L'histoire de :

Soline, 9 ans

Témoignage d’Alice, maman de Soline.

Je n’avais pas prévu dans mes plans d’avoir une enfant particulière…oh non…le genre de drame qui tombe sans crier garde. Ma Soline n’avait sans doute pas entrepris de vivre elle non plus dans ce dédale d’enfants différents, utilisant les signes plutôt que les mots, la poussette plutôt que le vélo, plus tard les jeux de poupées plutôt que le coloriage, l’écriture et la lecture. Quel monde entre ces mondes…vraiment doit elle se dire…on ne se ressemble pas !

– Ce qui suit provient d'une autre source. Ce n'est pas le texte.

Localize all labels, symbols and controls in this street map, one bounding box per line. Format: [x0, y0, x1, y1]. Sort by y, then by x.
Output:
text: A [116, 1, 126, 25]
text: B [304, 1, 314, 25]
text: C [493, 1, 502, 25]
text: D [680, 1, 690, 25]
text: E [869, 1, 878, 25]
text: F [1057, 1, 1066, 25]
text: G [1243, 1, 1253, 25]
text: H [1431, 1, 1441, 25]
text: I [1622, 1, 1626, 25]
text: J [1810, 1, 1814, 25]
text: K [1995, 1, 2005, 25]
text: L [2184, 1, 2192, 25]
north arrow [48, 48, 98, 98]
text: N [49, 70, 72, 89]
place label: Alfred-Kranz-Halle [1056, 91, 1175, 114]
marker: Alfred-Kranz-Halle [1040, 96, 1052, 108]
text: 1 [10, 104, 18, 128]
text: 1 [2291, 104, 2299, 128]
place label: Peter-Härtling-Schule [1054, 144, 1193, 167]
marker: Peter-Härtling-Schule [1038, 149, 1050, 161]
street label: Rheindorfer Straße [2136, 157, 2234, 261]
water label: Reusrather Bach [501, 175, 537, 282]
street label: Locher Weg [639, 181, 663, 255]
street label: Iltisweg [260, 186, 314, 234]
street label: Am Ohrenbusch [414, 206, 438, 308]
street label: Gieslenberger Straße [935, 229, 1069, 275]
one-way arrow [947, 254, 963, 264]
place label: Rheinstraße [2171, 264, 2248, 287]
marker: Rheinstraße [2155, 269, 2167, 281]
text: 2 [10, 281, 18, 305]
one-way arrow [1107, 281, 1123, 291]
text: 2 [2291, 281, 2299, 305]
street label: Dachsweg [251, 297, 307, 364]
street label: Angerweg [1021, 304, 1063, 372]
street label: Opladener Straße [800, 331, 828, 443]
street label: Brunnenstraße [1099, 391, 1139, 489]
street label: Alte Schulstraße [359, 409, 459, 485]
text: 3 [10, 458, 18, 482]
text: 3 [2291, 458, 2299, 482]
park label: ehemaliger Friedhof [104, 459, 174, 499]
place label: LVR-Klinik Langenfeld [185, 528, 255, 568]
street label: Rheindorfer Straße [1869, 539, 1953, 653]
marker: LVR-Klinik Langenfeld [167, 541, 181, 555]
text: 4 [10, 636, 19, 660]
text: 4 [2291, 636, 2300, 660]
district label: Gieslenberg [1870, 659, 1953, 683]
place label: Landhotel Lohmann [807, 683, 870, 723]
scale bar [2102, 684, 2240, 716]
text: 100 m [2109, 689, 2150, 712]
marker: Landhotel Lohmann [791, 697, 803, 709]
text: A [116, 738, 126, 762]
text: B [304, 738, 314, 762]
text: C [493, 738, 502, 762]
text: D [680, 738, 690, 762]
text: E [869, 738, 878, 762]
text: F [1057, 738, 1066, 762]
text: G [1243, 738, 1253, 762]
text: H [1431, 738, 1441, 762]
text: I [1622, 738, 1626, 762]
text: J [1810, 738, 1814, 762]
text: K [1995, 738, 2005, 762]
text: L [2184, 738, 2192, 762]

Moi, je n’avais pas prévu non plus d’être assaillie par tant de peurs et d’obstacles tout au long de sa petite enfance… L’école qui n’a que peu d’heures d’AVS à nous offrir, les dossiers de la MDPH épais comme un millefeuille (en moins digeste), les solutions de garde qu’il faut bricoler façon BADABOUM, l’équipement intégral en encyclopédies médicales, éducatives, cognitives etc…, les milliers de professionnels de la rééducation dont il faut apprivoiser les fonctions années après années… bref, le plus lourd était sans doute l’absence…des questions sans réponses quant à l’avenir de la prunelle de mes yeux. De ma princesse qui au fil des jours continuait de me regarder les yeux perdus, le corps mou, aux antipodes de son frère aîné.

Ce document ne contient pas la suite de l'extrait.